**Problem description:** This exercise asks for every line of the material that includes the word "Адама".

**********

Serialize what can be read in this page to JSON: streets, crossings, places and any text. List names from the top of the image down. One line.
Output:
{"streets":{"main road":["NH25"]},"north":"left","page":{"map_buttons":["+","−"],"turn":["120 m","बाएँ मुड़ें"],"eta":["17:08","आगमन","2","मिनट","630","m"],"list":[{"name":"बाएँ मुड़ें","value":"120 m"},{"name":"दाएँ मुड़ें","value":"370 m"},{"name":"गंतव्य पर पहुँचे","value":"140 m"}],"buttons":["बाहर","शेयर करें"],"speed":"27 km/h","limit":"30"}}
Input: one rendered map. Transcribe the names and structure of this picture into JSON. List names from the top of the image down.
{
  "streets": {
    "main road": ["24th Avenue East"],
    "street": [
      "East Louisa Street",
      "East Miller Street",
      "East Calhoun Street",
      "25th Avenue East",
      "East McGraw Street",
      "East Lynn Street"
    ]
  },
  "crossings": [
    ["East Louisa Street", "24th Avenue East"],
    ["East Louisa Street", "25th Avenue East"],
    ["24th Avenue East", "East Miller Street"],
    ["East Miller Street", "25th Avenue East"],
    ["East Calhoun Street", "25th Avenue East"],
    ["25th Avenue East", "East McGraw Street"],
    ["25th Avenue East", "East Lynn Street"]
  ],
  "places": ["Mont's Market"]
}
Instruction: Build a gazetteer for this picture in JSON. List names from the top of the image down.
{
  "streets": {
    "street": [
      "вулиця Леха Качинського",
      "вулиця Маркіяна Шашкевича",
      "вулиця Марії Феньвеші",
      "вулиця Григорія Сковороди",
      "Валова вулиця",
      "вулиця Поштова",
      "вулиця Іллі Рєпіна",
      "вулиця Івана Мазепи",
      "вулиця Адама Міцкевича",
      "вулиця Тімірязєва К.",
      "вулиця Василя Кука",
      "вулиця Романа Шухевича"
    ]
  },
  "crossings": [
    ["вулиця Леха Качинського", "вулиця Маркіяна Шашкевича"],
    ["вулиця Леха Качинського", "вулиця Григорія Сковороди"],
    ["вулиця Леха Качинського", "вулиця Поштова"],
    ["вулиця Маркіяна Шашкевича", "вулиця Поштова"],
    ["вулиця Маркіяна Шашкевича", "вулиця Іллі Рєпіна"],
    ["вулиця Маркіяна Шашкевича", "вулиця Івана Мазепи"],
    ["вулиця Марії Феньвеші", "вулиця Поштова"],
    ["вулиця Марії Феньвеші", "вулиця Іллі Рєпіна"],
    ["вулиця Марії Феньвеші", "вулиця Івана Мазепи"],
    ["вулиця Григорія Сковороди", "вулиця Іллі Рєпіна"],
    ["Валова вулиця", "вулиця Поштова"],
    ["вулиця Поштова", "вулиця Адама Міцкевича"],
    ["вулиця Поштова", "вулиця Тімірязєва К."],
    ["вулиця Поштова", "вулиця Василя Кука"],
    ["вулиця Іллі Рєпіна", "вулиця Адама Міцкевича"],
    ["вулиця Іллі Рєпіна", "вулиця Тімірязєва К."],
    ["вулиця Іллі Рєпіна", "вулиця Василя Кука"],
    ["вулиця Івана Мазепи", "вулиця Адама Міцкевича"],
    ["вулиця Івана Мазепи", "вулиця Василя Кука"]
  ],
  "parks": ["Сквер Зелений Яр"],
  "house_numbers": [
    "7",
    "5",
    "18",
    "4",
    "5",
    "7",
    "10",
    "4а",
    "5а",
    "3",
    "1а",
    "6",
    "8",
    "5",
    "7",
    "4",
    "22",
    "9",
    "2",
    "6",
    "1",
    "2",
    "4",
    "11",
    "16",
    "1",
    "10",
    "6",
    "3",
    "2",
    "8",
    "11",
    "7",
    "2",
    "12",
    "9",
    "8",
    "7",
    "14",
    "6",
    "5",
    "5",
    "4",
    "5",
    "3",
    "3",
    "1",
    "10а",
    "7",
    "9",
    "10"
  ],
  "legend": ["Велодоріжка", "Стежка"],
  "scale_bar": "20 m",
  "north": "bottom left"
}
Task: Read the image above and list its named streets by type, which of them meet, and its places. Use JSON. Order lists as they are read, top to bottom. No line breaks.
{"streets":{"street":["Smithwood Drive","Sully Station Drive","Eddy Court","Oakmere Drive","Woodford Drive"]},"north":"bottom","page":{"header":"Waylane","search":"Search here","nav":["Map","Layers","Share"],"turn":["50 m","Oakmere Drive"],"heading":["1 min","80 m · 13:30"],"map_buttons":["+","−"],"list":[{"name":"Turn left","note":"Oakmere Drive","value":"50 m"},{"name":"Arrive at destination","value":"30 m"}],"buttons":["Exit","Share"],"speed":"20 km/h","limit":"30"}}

**********

**Solution to this problem:**
      "вулиця Адама Міцкевича",
    ["вулиця Поштова", "вулиця Адама Міцкевича"],
    ["вулиця Іллі Рєпіна", "вулиця Адама Міцкевича"],
    ["вулиця Івана Мазепи", "вулиця Адама Міцкевича"],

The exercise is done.